◆ Activity ◆
Could you write out, exactly, every line from the top of the data through the line holding "Localize all text"? Omit the pictures.

◆ Input records ◆
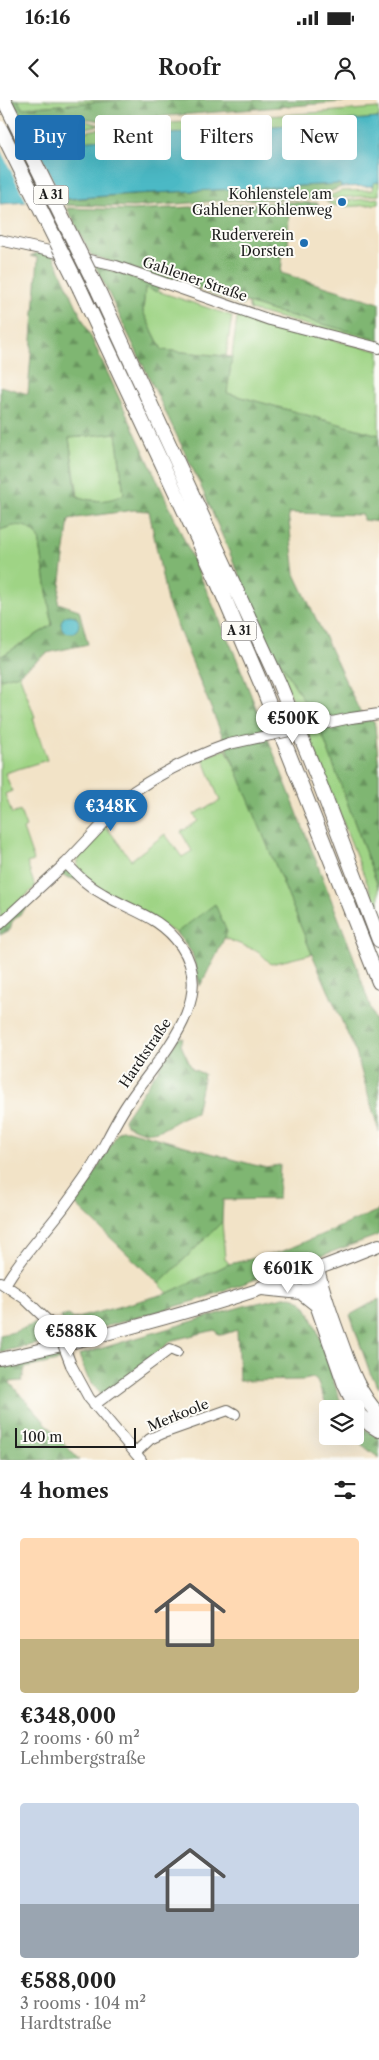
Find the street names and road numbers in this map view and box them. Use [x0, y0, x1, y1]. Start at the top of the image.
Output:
road number: A 31 [34, 186, 68, 204]
street label: Gahlener Straße [140, 253, 250, 305]
road number: A 31 [222, 622, 256, 640]
street label: Hardtstraße [115, 1015, 175, 1091]
street label: Merkoole [145, 1395, 211, 1435]

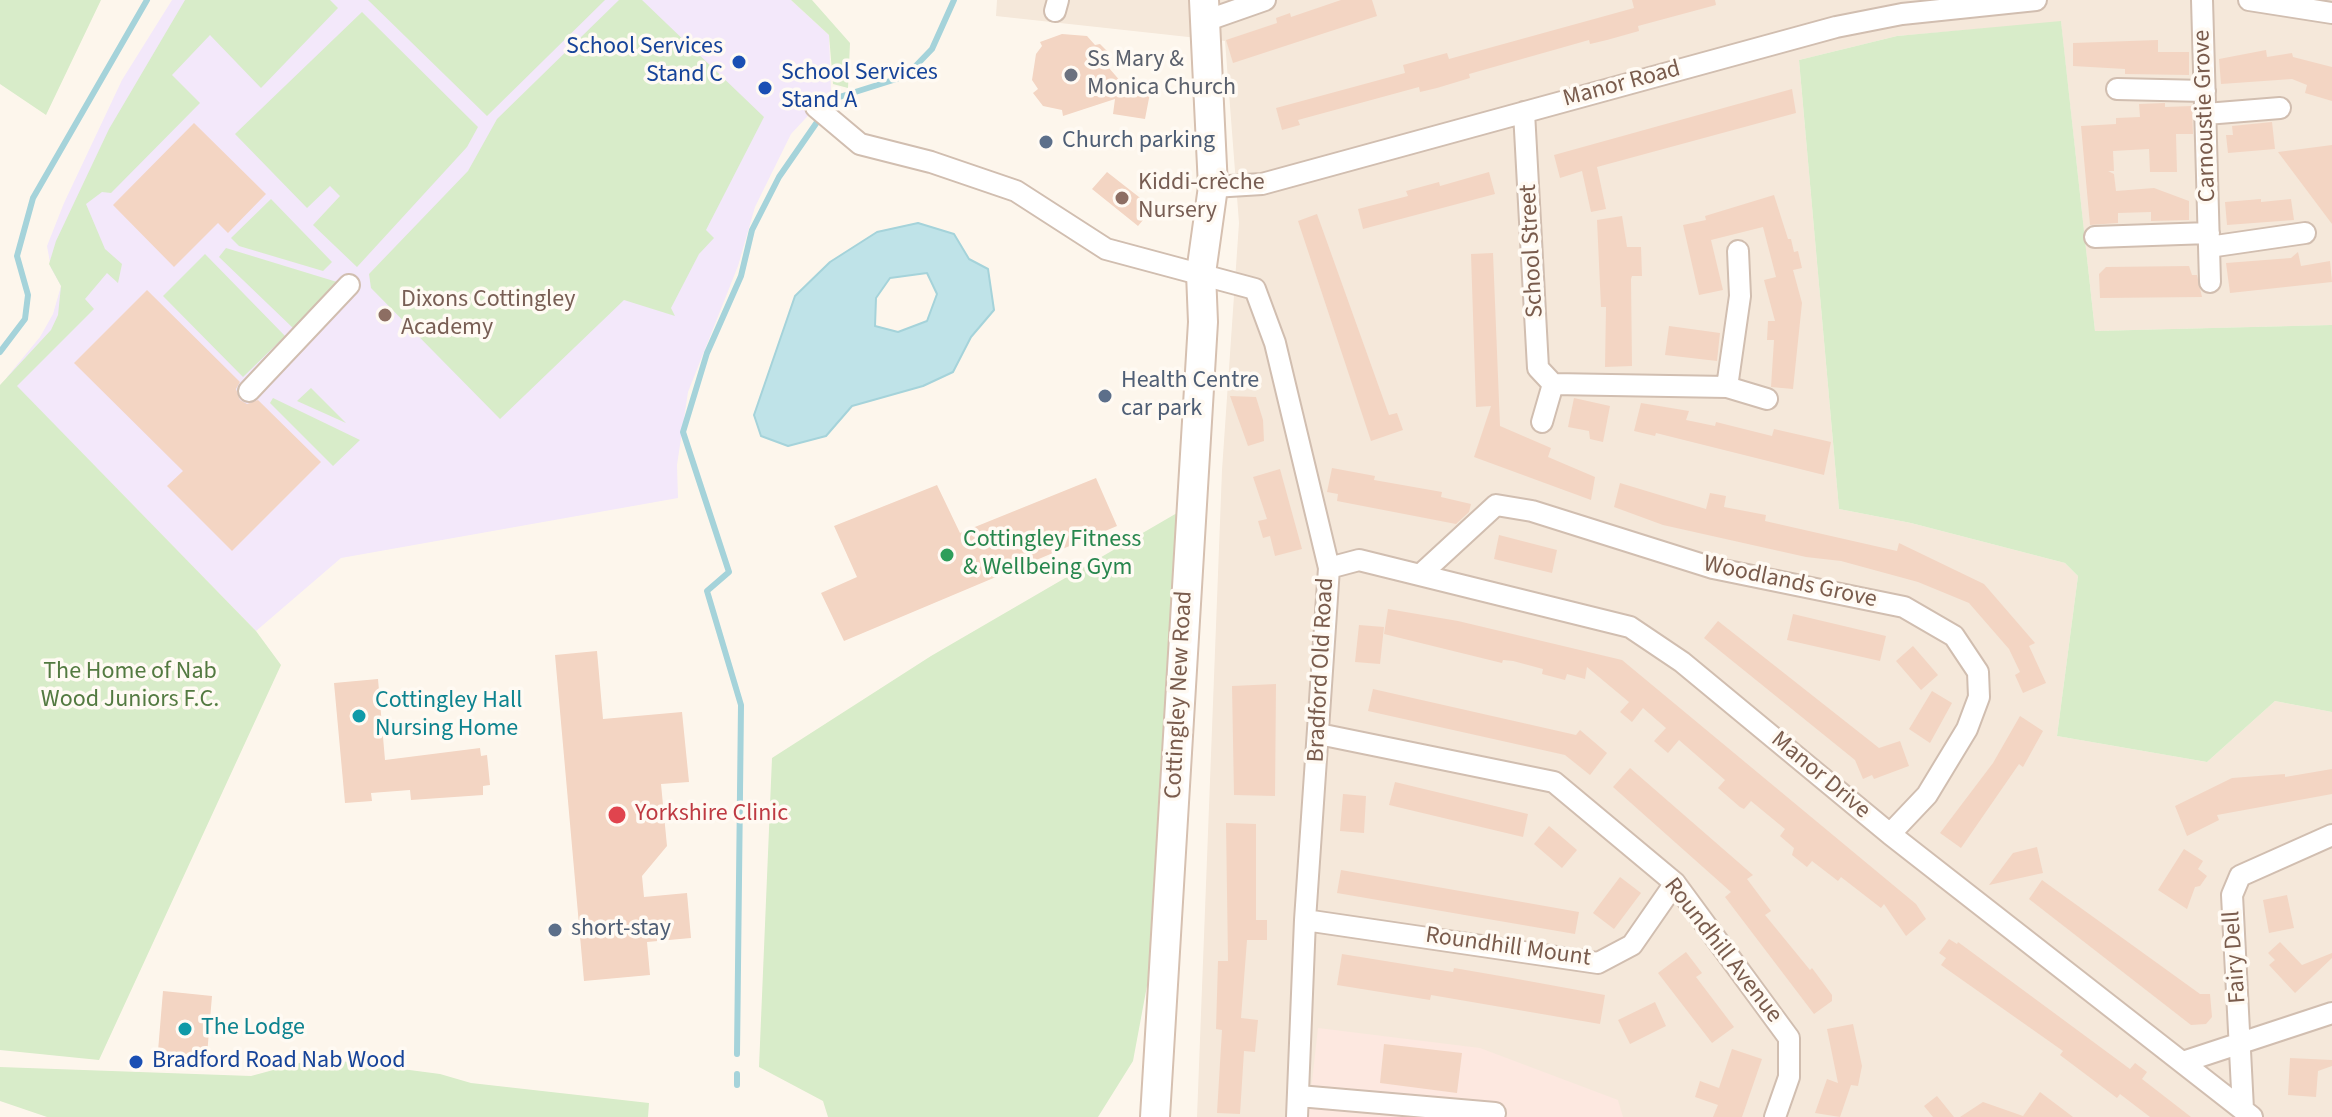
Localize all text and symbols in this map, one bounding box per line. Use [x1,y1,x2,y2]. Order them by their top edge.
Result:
street label: Carnoustie Grove [2189,29,2223,203]
place label: School Services Stand C [566,34,723,90]
place label: Ss Mary & Monica Church [1087,47,1236,103]
marker: School Services Stand C [730,53,748,71]
street label: Manor Road [1560,56,1684,114]
place label: School Services Stand A [781,60,938,116]
marker: Ss Mary & Monica Church [1062,66,1080,84]
marker: School Services Stand A [756,79,774,97]
place label: Church parking [1062,128,1215,156]
marker: Church parking [1037,133,1055,151]
place label: Kiddi-crèche Nursery [1138,170,1265,226]
street label: School Street [1515,183,1551,319]
marker: Kiddi-crèche Nursery [1113,189,1131,207]
place label: Dixons Cottingley Academy [401,287,575,343]
marker: Dixons Cottingley Academy [376,306,394,324]
place label: Health Centre car park [1121,368,1259,424]
marker: Health Centre car park [1096,387,1114,405]
place label: Cottingley Fitness & Wellbeing Gym [963,527,1141,583]
marker: Cottingley Fitness & Wellbeing Gym [938,546,956,564]
street label: Woodlands Grove [1701,551,1879,615]
street label: Bradford Old Road [1303,577,1341,763]
street label: Cottingley New Road [1160,590,1200,800]
park label: The Home of Nab Wood Juniors F.C. [41,659,219,715]
place label: Cottingley Hall Nursing Home [375,688,522,744]
marker: Cottingley Hall Nursing Home [350,707,368,725]
street label: Manor Drive [1764,726,1876,826]
place label: Yorkshire Clinic [635,801,788,829]
marker: Yorkshire Clinic [606,804,628,826]
street label: Roundhill Avenue [1657,873,1787,1029]
street label: Fairy Dell [2218,910,2254,1004]
place label: short-stay [571,916,671,944]
marker: short-stay [546,921,564,939]
street label: Roundhill Mount [1423,922,1593,974]
place label: The Lodge [201,1015,305,1043]
marker: The Lodge [176,1020,194,1038]
place label: Bradford Road Nab Wood [152,1048,405,1076]
marker: Bradford Road Nab Wood [127,1053,145,1071]

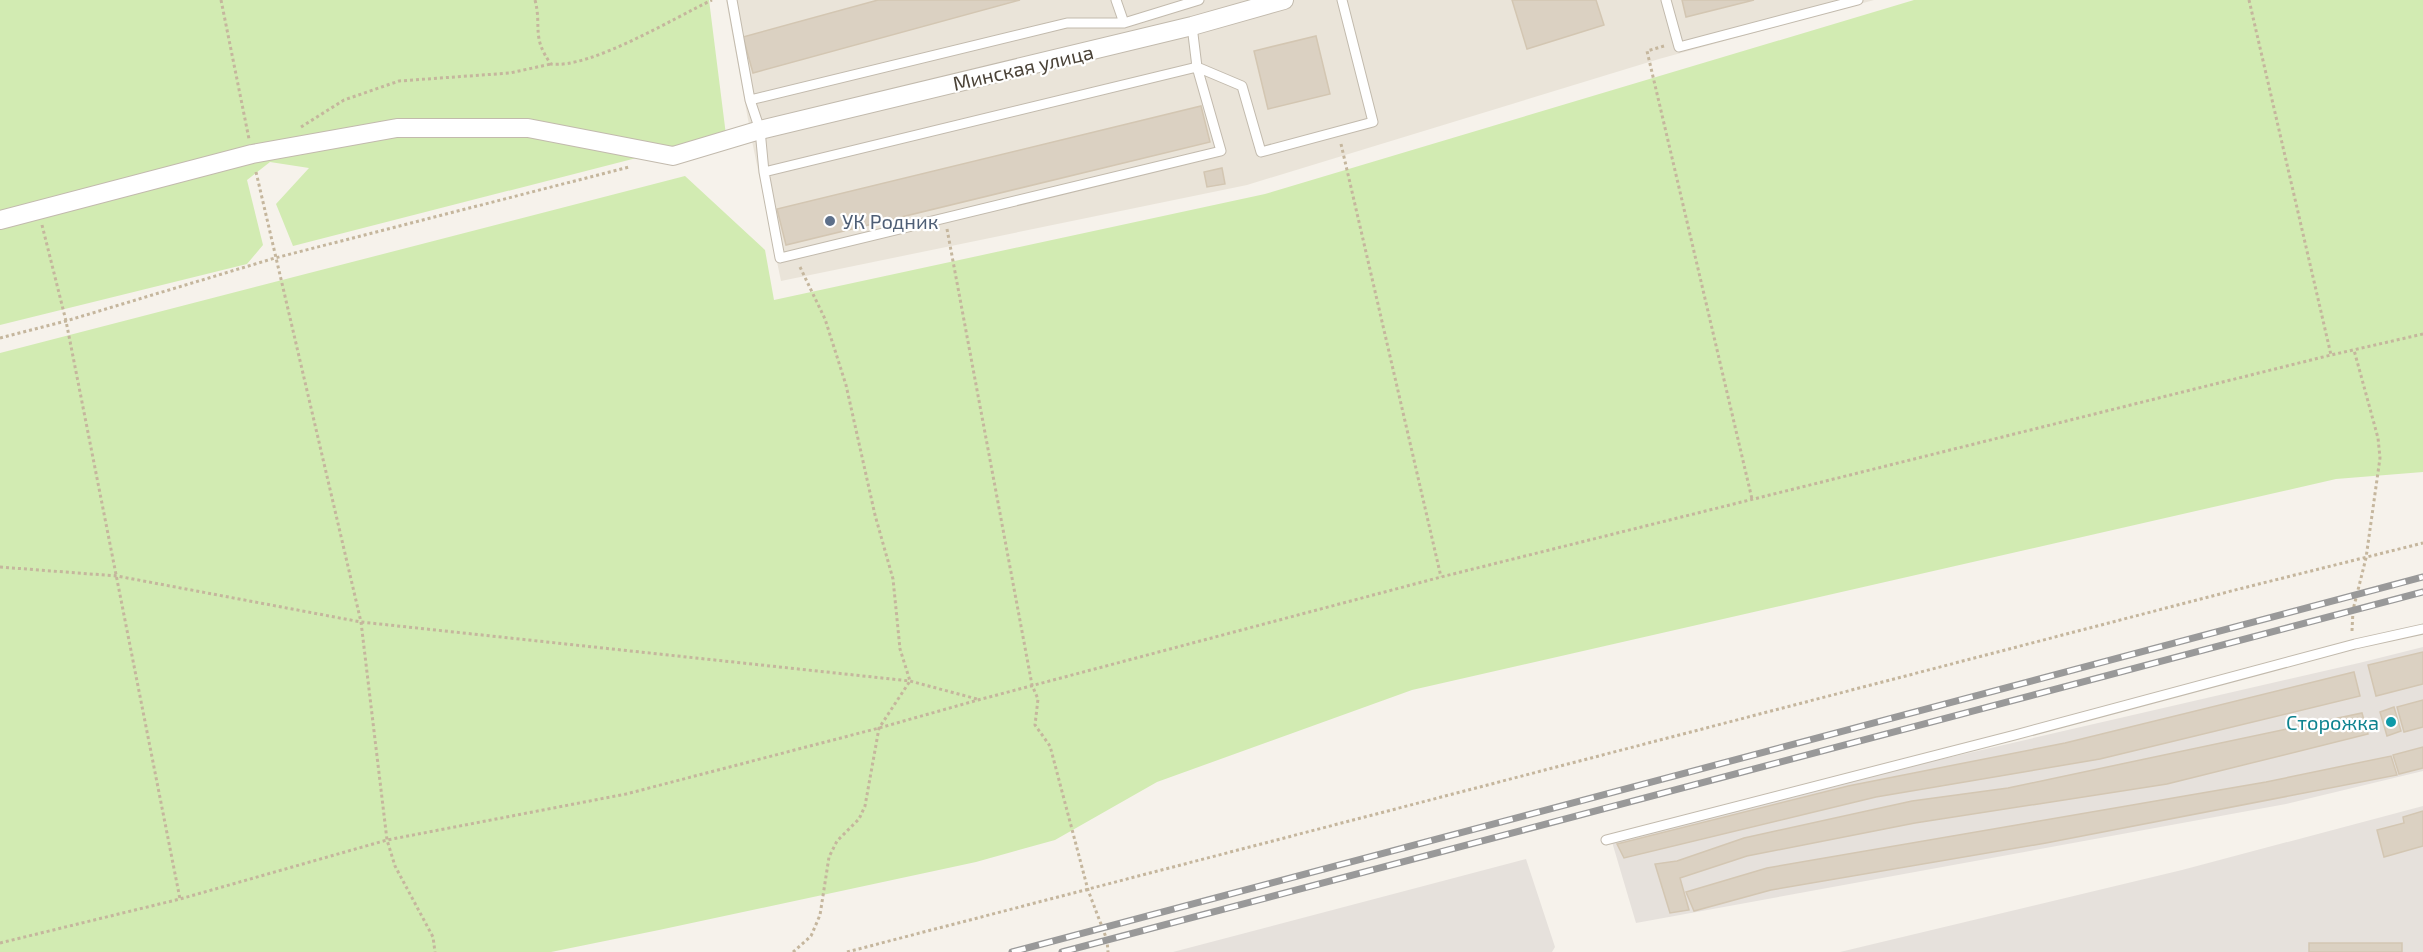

◆ Written answer ◆
Find the street names and road numbers in this map view and box them. Use [x0, y0, x1, y1]. Start at the top of the image.
Output:
road number: A 31 [34, 186, 68, 204]
street label: Gahlener Straße [140, 253, 250, 305]
road number: A 31 [222, 622, 256, 640]
street label: Hardtstraße [115, 1015, 175, 1091]
street label: Merkoole [145, 1395, 211, 1435]

Localize all text and symbols in this map, one bounding box per line. Use [x1,y1,x2,y2]. Order them by their top edge.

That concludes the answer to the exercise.